Please. I've been using the Web since '95, and working on the Web nearly as long. Safari's where I do almost all my browsing, work and personal. It's a fine browser. If I could use it on Windows and Linux, I wouldn't hesitate to choose it over Firefox and Chrome and their derivatives.
That doesn't change their incentives. They might make a nice browser, for you. On every other OS, Apple's software is so slow as to be borderline useless. Watching iTunes struggle to download album art is almost as entertaining as listening to the music.
I do use a MBP daily, and the software there is amazing. But seeing that their software barely works outside of their platform, it's a miracle they have any customers at all.
> But seeing that their software barely works outside of their platform, it's a miracle they have any customers at all.

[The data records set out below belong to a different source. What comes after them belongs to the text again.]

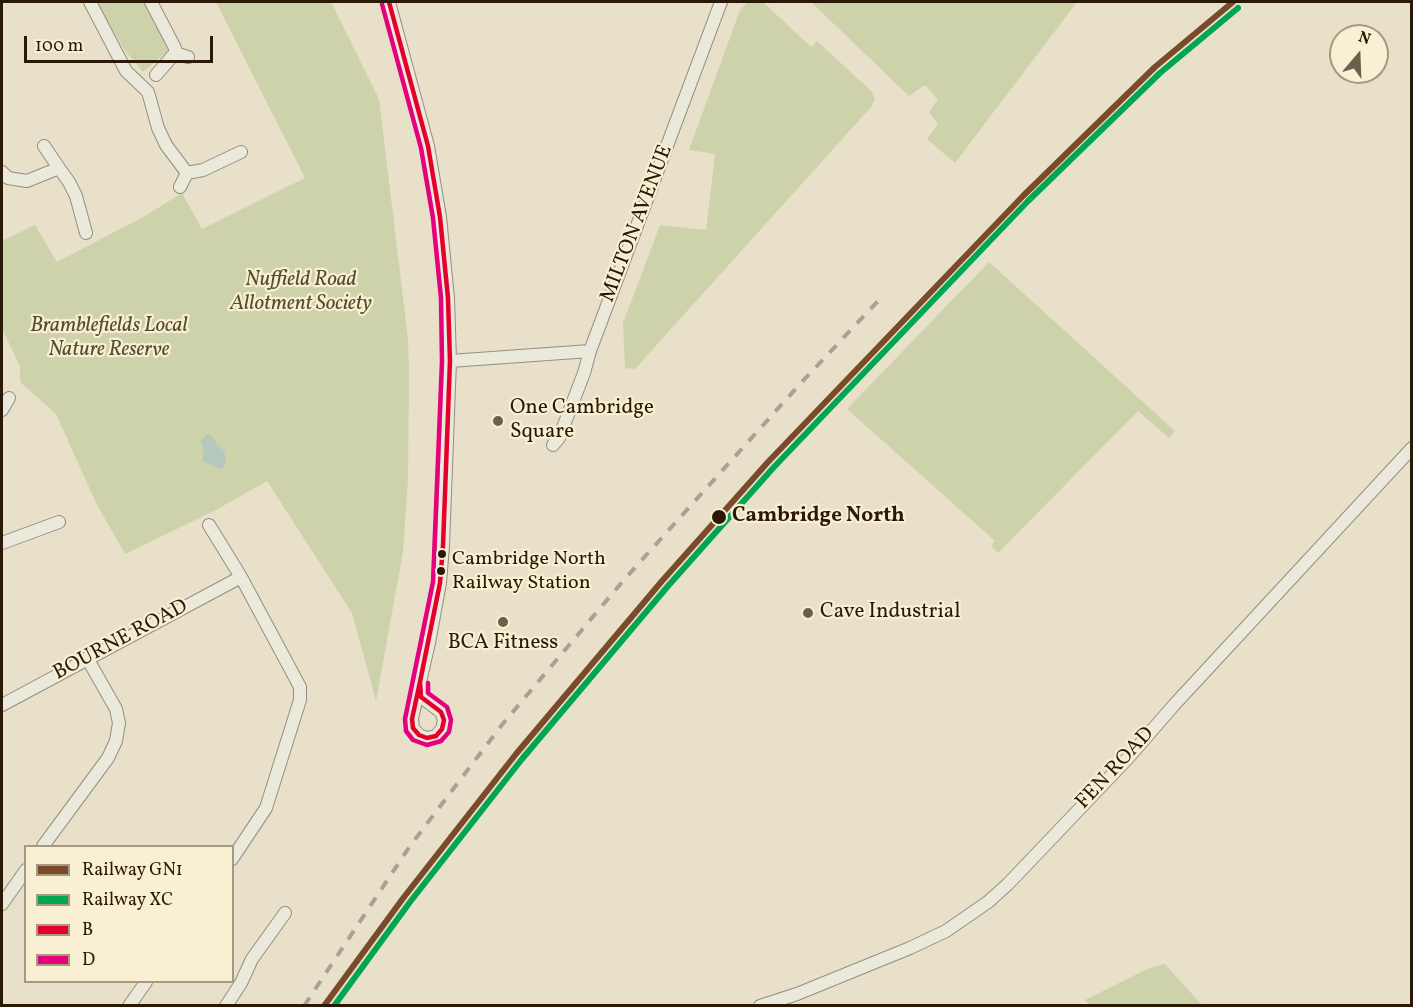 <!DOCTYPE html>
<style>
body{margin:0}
#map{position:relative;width:1413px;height:1007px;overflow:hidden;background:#e8e0c8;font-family:Vollkorn,serif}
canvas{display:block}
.frame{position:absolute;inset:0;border:3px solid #2b1907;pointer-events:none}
.legend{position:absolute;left:24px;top:845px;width:210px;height:138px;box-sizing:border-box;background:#f9efd2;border:2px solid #a79981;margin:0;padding:8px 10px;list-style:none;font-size:18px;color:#2b1907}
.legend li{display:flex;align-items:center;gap:12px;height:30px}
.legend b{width:30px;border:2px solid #a79981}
.north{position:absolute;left:1329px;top:24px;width:60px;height:60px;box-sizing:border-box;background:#f9efd2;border:2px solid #a79981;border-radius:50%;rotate:19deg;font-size:16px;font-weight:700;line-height:24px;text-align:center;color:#2b1907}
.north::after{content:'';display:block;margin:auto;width:21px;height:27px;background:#6d5f4b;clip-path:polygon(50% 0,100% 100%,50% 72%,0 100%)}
.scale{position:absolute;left:24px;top:36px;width:189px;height:27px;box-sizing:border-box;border:3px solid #2b1907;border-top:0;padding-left:8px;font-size:18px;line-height:21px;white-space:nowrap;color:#2b1907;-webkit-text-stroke:4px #f9efd2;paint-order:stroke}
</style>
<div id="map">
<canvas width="1413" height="1007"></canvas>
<div class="frame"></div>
<ul class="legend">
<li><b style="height:8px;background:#7a4b2a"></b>Railway GN1</li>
<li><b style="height:8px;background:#00a651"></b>Railway XC</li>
<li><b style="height:8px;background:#e4002b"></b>B</li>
<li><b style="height:8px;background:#e5007d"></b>D</li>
</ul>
<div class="north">N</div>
<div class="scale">100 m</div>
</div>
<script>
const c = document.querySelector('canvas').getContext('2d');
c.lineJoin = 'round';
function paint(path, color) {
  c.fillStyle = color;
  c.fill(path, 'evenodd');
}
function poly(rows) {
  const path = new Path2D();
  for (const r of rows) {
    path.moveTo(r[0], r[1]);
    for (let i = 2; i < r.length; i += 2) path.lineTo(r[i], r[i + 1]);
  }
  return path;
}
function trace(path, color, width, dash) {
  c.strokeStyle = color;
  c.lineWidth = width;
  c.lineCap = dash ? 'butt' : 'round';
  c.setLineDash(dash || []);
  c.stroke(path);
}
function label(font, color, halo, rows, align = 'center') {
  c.font = font + ' Vollkorn,serif';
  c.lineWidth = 4.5;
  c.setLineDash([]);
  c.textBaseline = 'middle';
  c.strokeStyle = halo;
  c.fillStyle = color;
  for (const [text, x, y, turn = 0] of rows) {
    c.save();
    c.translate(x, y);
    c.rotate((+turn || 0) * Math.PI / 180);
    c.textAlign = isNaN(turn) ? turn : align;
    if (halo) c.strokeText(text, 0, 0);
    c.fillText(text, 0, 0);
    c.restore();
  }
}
paint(poly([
 [98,2,147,2,170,44,169,50,143,72,124,49,102,12],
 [216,2,331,2,379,99,408,339,409,373,408,480,403,552,376,701,352,613,267,481,214,511,125,554,97,505,56,414,20,382,20,367,2,328,2,241,35,225,57,262,145,216,182,193,202,229,305,178],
 [748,2,763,2,811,47,817,41,871,91,875,99,871,107,635,369,625,368,623,323,660,225,706,230,715,154,689,150,740,10],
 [811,2,1077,2,955,163,927,139,938,124,929,112,938,99,925,85,909,96],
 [989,262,1175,431,1169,438,1138,411,998,553,991,546,995,541,847,409],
 [1165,964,1202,1005,1089,1005,1085,1000,1149,968]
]), '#ced2aa');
paint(poly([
 [208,434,214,438,216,443,224,451,226,459,224,467,220,469,203,461,203,447,201,440]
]), '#b4c8bc');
const minor = poly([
 [90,2,126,71,148,92,158,128,166,145,187,173,203,170,241,152],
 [151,2,175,48,175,53,156,75],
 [389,2,428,146,440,217,448,298,450,361,443,546,440,583,429,643,420,682,412,719,413,728,419,735,427,738,436,736,442,729,444,720,441,712,421,697,420,682],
 [175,53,188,57],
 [44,146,59,168],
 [2,172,8,178,27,181,59,168,69,182,76,196,86,233],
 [180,187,187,173],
 [450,361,590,351],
 [2,410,9,398],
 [553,445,559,438,584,373,590,351,721,2],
 [209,525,241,577,300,687,300,700,266,808,232,859],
 [2,543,59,522],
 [2,705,241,577],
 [43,846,108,758,116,741,119,723,116,709,87,658],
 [2,904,26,870],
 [129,1006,146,982],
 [226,1006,241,983,252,959,285,913],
 [760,1006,797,994,910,948,946,931,988,902,1008,884,1128,758,1174,705,1412,448]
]);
trace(minor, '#948e7e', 14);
trace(minor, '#ebe8dc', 12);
trace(poly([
 [304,1006,410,846,501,726,623,581,800,384,878,301]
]), '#a7a196', 4, [10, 10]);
trace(poly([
 [389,2,428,146,440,217,448,298,450,361,443,546,440,583,420,682],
 [420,682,421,697,441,712,444,720,442,729,436,736,427,738,419,735,413,728,412,719,420,682]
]), '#e4002b', 4.5);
trace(poly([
 [382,4,421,148,433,218,441,298,442,361,433,582,405,719,406,731,413,740,427,745,441,741,449,732,451,720,447,707,428,693,428,683]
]), '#e5007d', 4.5);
trace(poly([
 [324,1006,404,897,516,754,662,581,768,462,1023,196,1155,67,1233,2]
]), '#7a4b2a', 6);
trace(poly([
 [334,1006,410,902,522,759,668,586,774,467,1028,201,1160,73,1238,8]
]), '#00a651', 6);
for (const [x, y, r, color] of [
 [498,421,6,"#6d5f4b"],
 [719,517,8,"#2b1907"],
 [442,554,5,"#2b1907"],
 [441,571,5,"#2b1907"],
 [808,613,6,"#6d5f4b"],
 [503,622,6,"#6d5f4b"]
]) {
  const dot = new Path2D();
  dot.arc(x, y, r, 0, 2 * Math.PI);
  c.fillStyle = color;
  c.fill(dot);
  trace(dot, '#f9efd2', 2);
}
label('20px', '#2b1907', '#f9efd2', [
 ["Cambridge North",452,560],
 ["Railway Station",452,584]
], 'left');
label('21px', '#2b1907', '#f9efd2', [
 ["MILTON AVENUE",638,224,-69],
 ["BOURNE ROAD",121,641,-28],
 ["FEN ROAD",1116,769,-47]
]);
label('italic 21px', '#554d31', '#f9efd2', [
 ["Nuffield Road",301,281],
 ["Allotment Society",301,305],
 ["Bramblefields Local",109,327],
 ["Nature Reserve",109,351]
]);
label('21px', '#2b1907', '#f9efd2', [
 ["One Cambridge",510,409],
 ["Square",510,433],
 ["Cave Industrial",820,613],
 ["BCA Fitness",503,644,"center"]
], 'left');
label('bold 21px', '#2b1907', '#f9efd2', [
 ["Cambridge North",732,517]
], 'left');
</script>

I don't think very many of their customers run any of their software anywhere other than on Macs and iDevices, so I expect that doesn't have much effect. Aside from the apple TV app on Roku and various TV operating systems and such. And still, none of this makes Safari not an "actual browser".
Maybe. I think implementing APIs like WebUSB, WebHID API, Web Serial API, Web Bluetooth, Web MIDI API etc. is not a big issue. Missing Filesystem Access API and Push API, WebGPU API would be nice to have. But the latter two would need to implement in a way to protect privacy of the user.
Can you explain you explain what I'm looking at in your link? I only sort of understand, but I'm not confident I'm understanding it correctly. (sorry, this is probably a stupid question)
It is a website that compares which features are available in which browsers. On the linked page it's comparing the availability of web APIs in the latest versions of chrome and safari to demonstrate that safari has not implemented many of the web APIs chrome has implemented.
These APIs are one of the big areas where chrome/google have tried to expand the remit of what's possible with web apps, for example the file system api can be used by a web app to access files directly on a users machine.